Figure 1: ESG pillars and scores composition. Source: Aegon Asset Management
Institutional strength facilitates better governance and steady structures based on the rule of law, which results in higher reliability, independence and, usually, an accommodative business environment. Besides, improving governance systems ripple through to environmental and social factors, reinforcing policy sustainability. In figure 2 financial credit ratings of a country versus its institutional strength score are shown.
Figure 2: Financial credit rating of a country vs its Institutional Strength score. Size of the bubble represents how high the country spread is versus its benchmark. Benchmark are US Treasury securities in case of USD denominated bonds and German bonds in case of European countries. Source: Aegon Asset Management
A few insights can be highlighted at this point:
- As expected, countries with a higher financial credit rating tend to show higher institutional strength scores, a relationship that is well known.
- Within credit rating peers, significant differences arise between the highest and the lowest score in this category. Those tend to increase as the credit fundamentals are lower.
- And within credit rating peers, spreads versus their benchmark is not at all homogeneous for this category.
Naturally, no single number can describe the reality of a whole economic environment, but it does help to identify inconsistencies from fundamental and valuation points of view.
ESG should not be about how good you are but how hard you are trying
Together with a static score, the development over time is also relevant. In that respect, we define ESG momentum as the average improvement in the ESG score of a certain country during the last 5 years. This metric can be traced back to the specific sub indicator that might be leading or dragging the overall score of an issuer, and thus it is helpful to identify trends in the different aspects of the sustainable agenda of a country.
Following the same logic as we did for institutional strength, we can cross our calculated ESG momentum with the credit rating profile of a country (see figure 3).
Figure 3: Financial credit rating of a country vs its ESG momentum rate. Size of the bubble represents how high the country spread is versus its benchmark. Source: Aegon Asset Management
As can be seen in figure 3, the average per rating peer group tends to gravitate around zero. Within those groups, however, significant differences in the developments of their sustainable agenda are observed. Those differences tend to amplify if we move towards lower ratings, reaching a maximum in the B rating area. Additionally, similar spreads can be observed in countries with both positive and negative ESG momentum, which again facilitates issuer selection.
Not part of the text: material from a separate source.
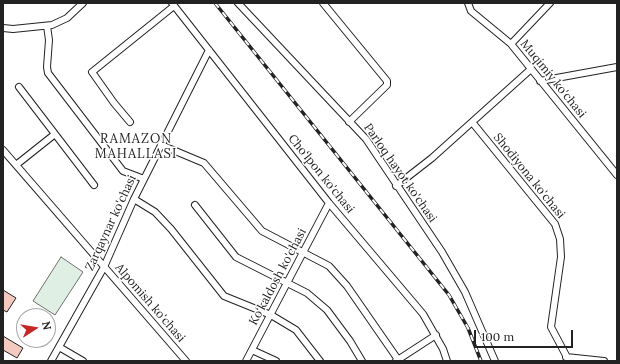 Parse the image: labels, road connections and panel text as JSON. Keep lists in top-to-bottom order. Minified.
{"streets":{"street":["Muqimiy ko'chasi","Parloq hayot ko'chasi","Cho‘lpon ko'chasi","Shodiyona ko'chasi","Zarqaynar ko'chasi","Ko‘kaldosh ko'chasi","Alpomish ko'chasi"]},"crossings":[["Cho‘lpon ko'chasi","Zarqaynar ko'chasi"],["Cho‘lpon ko'chasi","Ko‘kaldosh ko'chasi"],["Zarqaynar ko'chasi","Alpomish ko'chasi"]],"districts":["RAMAZON MAHALLASI"],"scale_bar":"100 m","north":"right"}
Integrating ESG criteria into mainstream funds requires complementing a traditional fundamental analysis skillset with a broad range of variables that relate to long term sustainability. Some of those have been a structural part of sovereign analysis (for example, related to governance) while some others offer a fresh new angle when assessing an issuer (like environmental parameters). We expect these themes to become an even more central part of the global discussion, and as such investment professionals will need to understand what its impact is on portfolios.